Problem requirements:
Look through the listing below and write out exactly the lines from the line with "position:relative; width:428px; height:2257px;" to the line with "position:absolute; left:363px; top:2192px;", both included, and no others.

____ Data records

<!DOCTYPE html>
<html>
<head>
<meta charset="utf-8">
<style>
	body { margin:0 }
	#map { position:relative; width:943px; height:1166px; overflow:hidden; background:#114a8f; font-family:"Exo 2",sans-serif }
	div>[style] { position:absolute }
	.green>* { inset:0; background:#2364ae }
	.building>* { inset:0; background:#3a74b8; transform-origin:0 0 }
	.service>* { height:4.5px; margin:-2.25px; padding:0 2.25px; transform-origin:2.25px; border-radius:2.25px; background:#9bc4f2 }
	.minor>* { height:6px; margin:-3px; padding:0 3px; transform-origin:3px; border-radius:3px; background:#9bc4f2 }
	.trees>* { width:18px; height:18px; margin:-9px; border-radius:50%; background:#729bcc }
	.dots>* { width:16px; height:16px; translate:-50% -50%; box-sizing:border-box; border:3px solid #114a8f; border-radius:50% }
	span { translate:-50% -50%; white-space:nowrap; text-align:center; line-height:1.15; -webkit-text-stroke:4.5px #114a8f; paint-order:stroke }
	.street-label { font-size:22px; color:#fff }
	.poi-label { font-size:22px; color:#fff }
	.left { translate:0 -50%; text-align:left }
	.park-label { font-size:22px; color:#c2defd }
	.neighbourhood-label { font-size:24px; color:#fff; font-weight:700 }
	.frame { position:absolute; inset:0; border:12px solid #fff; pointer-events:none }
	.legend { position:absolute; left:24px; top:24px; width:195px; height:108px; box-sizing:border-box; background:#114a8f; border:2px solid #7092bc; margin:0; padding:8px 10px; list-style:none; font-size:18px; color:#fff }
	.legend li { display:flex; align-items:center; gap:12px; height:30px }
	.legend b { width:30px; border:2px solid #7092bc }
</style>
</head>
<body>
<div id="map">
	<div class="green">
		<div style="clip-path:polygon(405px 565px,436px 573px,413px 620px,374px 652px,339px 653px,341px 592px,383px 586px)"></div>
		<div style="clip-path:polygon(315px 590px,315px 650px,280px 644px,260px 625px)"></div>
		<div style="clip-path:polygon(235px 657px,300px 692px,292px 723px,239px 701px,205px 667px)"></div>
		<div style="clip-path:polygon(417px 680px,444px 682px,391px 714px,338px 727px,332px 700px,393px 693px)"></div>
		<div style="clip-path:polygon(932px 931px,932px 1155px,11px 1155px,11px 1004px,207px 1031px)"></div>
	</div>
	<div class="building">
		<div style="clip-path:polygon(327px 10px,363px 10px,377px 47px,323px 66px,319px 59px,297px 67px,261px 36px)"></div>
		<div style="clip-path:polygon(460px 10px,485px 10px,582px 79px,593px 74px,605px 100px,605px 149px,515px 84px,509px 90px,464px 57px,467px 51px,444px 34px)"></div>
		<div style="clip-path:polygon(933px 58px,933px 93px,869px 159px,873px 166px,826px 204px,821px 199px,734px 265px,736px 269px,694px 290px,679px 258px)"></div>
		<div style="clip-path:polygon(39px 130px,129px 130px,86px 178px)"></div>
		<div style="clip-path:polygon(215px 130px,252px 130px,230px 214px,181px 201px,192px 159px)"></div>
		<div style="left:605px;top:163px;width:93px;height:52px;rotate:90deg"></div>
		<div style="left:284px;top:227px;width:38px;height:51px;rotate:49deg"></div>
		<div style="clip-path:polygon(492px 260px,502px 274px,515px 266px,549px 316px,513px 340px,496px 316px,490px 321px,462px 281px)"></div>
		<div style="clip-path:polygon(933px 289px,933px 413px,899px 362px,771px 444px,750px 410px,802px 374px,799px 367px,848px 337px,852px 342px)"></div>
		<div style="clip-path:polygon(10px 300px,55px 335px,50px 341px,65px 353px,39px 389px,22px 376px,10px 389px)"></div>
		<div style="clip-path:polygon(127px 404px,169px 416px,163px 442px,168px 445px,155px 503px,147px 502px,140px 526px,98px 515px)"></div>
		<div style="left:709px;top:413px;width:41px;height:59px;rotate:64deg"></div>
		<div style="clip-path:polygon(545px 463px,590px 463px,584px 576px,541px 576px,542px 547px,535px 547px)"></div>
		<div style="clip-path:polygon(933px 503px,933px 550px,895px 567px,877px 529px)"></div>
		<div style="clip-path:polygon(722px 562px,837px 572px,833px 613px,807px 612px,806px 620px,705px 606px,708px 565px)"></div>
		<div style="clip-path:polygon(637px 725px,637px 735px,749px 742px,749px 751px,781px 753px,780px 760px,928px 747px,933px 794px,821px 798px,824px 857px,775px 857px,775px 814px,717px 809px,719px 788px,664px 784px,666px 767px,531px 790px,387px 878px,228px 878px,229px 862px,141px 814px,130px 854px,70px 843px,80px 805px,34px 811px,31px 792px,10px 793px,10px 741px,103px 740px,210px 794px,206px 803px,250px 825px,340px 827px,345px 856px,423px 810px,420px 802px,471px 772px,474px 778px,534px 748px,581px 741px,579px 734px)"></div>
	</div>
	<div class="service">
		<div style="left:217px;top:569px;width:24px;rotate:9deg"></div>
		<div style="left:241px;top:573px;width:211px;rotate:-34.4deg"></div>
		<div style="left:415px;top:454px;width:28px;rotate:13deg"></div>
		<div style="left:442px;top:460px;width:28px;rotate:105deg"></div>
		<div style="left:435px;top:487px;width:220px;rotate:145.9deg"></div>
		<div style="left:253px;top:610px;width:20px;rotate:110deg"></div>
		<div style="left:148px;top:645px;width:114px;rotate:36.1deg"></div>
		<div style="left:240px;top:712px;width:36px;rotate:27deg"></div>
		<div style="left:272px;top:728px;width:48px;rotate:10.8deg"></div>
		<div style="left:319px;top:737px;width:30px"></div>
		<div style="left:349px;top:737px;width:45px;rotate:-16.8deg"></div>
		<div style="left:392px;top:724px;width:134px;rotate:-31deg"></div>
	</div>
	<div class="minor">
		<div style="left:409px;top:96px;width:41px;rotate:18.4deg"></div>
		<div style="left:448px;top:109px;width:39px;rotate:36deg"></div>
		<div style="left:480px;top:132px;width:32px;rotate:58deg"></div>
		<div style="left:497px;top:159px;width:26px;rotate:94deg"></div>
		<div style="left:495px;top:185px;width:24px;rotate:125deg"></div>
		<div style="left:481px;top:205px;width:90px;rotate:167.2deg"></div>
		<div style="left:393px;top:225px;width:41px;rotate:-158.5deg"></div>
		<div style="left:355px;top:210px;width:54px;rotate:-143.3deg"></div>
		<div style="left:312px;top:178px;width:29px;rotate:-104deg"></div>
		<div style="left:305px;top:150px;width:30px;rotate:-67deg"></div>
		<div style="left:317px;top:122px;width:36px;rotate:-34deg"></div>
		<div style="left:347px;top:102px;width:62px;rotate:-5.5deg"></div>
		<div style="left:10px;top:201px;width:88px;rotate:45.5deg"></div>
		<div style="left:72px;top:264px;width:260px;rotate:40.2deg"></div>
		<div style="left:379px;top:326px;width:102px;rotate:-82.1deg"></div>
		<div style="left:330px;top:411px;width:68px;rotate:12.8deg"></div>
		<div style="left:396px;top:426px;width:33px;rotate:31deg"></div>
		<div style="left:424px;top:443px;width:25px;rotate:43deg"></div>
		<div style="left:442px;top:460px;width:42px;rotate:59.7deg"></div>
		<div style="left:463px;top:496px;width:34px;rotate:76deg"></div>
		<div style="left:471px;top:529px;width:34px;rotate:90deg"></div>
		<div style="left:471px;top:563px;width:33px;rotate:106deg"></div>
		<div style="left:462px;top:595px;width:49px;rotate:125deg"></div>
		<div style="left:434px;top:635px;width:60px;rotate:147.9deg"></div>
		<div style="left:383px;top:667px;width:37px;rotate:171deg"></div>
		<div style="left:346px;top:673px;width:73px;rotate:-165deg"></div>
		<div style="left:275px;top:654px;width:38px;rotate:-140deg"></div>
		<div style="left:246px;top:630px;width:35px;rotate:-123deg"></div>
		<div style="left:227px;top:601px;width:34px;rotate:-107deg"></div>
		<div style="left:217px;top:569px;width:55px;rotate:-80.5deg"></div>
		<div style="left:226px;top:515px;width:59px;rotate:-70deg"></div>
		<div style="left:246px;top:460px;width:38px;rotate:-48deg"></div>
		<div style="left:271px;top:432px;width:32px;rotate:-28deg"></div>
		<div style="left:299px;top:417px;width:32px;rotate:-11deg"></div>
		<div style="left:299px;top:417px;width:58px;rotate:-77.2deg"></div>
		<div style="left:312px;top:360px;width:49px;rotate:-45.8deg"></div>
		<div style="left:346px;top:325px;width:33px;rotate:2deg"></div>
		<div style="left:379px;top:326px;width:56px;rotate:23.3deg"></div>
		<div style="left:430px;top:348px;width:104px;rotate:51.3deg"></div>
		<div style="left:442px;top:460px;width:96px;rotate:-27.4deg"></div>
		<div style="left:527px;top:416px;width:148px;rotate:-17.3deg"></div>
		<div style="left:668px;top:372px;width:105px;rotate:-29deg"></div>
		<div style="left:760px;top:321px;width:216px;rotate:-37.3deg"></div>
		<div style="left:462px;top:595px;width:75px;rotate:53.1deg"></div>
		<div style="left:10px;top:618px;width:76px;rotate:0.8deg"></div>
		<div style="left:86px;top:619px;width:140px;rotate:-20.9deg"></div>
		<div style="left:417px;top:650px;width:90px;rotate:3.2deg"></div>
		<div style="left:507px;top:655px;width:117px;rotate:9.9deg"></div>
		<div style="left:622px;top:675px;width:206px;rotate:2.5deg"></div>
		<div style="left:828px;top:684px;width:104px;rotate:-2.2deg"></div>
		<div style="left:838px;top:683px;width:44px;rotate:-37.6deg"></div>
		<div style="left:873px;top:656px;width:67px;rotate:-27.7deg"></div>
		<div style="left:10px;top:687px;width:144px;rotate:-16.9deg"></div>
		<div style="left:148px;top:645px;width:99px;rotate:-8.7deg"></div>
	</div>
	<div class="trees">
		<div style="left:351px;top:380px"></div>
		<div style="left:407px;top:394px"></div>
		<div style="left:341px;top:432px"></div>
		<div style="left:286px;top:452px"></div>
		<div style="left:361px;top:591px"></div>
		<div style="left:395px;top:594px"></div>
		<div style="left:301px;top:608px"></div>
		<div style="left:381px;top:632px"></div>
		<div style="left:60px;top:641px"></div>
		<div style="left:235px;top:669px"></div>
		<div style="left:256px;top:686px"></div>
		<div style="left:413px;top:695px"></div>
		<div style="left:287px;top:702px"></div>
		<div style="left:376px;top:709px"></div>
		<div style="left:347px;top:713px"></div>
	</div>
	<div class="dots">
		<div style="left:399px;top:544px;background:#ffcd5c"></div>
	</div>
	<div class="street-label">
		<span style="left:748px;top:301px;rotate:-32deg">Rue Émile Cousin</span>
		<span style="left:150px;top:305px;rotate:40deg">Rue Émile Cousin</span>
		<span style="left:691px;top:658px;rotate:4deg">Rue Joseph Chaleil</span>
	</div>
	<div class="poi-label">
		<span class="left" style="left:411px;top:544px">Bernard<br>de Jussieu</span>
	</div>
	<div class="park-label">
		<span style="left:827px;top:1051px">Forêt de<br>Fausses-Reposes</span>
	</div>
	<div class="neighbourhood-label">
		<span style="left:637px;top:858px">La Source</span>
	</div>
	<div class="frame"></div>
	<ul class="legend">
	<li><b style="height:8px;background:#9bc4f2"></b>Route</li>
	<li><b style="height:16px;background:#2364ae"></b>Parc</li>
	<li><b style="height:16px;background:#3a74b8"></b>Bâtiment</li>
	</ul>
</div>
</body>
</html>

________
____ Data records

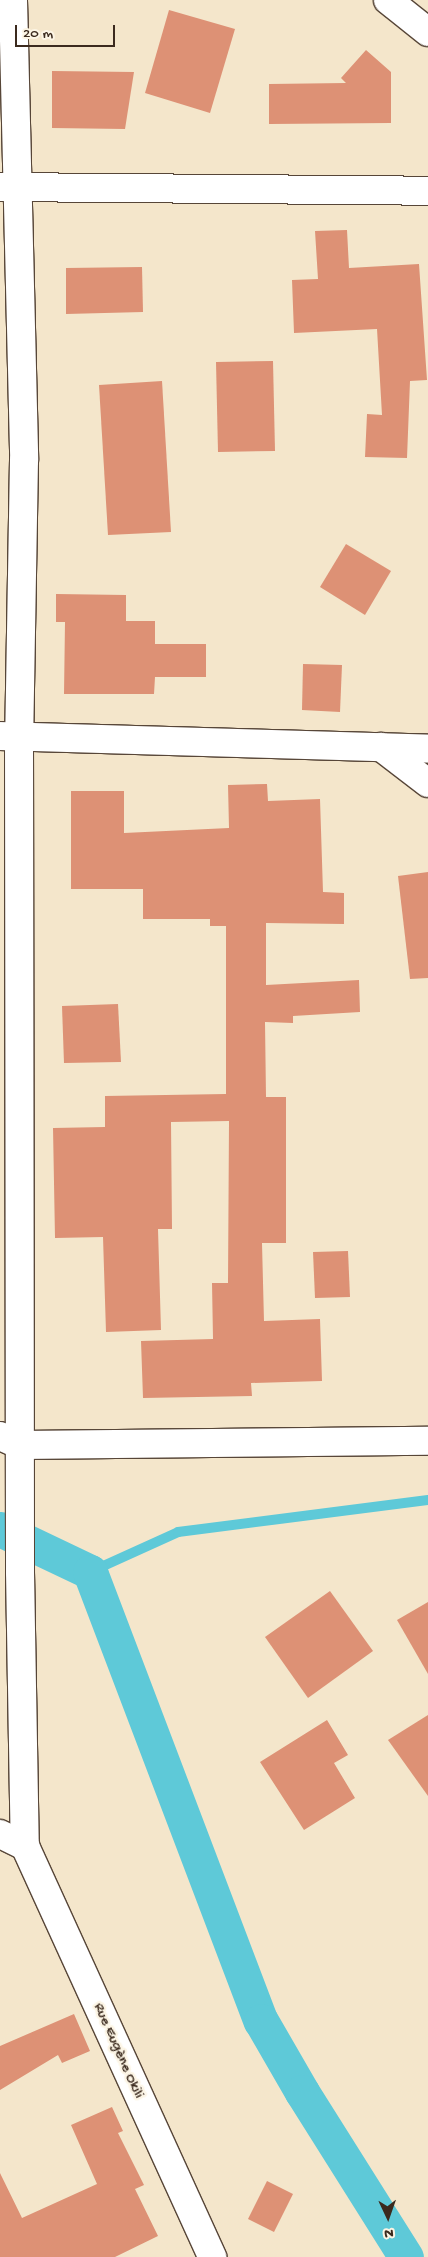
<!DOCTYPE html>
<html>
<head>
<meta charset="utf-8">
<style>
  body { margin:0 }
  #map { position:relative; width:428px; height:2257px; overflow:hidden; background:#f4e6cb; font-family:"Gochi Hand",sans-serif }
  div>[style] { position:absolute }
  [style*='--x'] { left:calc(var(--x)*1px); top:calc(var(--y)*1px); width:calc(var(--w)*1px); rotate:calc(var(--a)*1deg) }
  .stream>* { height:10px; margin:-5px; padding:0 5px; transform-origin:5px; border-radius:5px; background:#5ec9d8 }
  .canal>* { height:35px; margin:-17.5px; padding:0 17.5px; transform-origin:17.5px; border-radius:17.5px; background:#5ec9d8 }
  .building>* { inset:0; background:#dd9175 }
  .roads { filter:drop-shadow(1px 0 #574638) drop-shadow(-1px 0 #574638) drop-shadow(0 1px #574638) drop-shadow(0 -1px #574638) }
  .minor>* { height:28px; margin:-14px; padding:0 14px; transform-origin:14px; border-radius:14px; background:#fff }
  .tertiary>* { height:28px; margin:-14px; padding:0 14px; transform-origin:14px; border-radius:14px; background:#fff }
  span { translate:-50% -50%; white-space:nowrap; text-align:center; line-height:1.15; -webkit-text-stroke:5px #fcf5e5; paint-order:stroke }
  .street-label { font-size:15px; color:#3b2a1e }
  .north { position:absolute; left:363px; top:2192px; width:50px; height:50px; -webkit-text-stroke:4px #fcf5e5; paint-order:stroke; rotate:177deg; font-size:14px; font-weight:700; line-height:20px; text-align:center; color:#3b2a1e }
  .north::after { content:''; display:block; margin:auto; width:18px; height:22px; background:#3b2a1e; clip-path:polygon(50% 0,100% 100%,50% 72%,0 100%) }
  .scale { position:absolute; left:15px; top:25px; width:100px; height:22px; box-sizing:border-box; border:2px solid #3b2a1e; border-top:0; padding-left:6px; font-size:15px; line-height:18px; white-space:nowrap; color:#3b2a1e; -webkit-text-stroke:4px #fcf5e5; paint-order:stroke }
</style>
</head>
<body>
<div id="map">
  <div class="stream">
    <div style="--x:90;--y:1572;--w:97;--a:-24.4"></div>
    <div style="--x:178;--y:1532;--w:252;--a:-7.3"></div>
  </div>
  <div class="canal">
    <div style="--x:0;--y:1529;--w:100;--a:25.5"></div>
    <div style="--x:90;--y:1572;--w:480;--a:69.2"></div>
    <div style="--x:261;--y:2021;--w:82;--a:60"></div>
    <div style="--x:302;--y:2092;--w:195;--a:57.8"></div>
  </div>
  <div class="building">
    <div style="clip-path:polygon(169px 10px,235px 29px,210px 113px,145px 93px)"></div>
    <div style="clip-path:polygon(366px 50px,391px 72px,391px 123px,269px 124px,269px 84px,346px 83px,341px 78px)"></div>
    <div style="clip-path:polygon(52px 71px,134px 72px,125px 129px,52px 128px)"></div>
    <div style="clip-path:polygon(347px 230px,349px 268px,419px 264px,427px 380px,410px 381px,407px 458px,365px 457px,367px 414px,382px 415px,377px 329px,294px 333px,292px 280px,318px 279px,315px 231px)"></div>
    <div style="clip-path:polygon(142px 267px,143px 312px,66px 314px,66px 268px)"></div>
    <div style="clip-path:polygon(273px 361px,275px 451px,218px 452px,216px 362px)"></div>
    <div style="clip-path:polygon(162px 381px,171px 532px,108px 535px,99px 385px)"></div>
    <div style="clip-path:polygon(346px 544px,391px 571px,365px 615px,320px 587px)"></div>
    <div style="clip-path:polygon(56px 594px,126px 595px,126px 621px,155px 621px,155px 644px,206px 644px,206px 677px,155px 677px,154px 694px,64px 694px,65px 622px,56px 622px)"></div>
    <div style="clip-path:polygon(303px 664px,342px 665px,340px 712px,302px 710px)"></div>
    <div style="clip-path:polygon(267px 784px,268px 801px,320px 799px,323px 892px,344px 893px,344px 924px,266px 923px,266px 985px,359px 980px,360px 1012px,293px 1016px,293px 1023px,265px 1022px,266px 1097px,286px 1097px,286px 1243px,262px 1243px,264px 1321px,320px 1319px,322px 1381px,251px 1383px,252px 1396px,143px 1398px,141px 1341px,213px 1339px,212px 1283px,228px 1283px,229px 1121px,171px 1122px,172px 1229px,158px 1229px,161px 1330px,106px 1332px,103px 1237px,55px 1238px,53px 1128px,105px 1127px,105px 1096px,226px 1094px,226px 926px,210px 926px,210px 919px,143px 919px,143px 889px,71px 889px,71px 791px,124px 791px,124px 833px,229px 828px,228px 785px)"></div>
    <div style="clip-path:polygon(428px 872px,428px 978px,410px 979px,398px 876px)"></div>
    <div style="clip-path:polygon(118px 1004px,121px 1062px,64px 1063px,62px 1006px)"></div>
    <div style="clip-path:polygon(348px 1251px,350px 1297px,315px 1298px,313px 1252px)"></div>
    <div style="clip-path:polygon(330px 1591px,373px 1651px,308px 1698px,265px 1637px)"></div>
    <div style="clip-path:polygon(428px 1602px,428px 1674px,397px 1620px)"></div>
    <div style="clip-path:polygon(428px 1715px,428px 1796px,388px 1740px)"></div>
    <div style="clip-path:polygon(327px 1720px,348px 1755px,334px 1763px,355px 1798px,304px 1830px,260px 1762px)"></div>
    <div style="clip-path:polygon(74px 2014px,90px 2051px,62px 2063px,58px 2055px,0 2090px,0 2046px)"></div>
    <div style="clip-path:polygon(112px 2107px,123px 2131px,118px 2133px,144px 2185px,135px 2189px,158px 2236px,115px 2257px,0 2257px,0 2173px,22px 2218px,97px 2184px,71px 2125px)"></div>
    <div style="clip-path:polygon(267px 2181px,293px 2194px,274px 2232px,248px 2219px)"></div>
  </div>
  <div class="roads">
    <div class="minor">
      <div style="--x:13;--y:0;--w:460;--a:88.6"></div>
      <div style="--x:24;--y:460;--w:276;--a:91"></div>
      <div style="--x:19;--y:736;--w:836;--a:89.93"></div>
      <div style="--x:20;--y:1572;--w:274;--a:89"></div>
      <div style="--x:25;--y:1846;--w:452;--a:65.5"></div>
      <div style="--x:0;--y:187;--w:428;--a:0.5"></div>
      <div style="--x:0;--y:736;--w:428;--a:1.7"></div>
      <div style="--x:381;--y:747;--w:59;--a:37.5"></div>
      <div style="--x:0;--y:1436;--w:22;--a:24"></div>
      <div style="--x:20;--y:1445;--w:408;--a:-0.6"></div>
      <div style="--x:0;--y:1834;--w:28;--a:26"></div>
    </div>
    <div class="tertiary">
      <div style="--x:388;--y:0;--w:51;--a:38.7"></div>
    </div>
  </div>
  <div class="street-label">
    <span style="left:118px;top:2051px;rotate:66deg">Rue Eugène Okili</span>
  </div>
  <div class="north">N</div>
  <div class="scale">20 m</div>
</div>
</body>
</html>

________

Task result:
  #map { position:relative; width:428px; height:2257px; overflow:hidden; background:#f4e6cb; font-family:"Gochi Hand",sans-serif }
  div>[style] { position:absolute }
  [style*='--x'] { left:calc(var(--x)*1px); top:calc(var(--y)*1px); width:calc(var(--w)*1px); rotate:calc(var(--a)*1deg) }
  .stream>* { height:10px; margin:-5px; padding:0 5px; transform-origin:5px; border-radius:5px; background:#5ec9d8 }
  .canal>* { height:35px; margin:-17.5px; padding:0 17.5px; transform-origin:17.5px; border-radius:17.5px; background:#5ec9d8 }
  .building>* { inset:0; background:#dd9175 }
  .roads { filter:drop-shadow(1px 0 #574638) drop-shadow(-1px 0 #574638) drop-shadow(0 1px #574638) drop-shadow(0 -1px #574638) }
  .minor>* { height:28px; margin:-14px; padding:0 14px; transform-origin:14px; border-radius:14px; background:#fff }
  .tertiary>* { height:28px; margin:-14px; padding:0 14px; transform-origin:14px; border-radius:14px; background:#fff }
  span { translate:-50% -50%; white-space:nowrap; text-align:center; line-height:1.15; -webkit-text-stroke:5px #fcf5e5; paint-order:stroke }
  .street-label { font-size:15px; color:#3b2a1e }
  .north { position:absolute; left:363px; top:2192px; width:50px; height:50px; -webkit-text-stroke:4px #fcf5e5; paint-order:stroke; rotate:177deg; font-size:14px; font-weight:700; line-height:20px; text-align:center; color:#3b2a1e }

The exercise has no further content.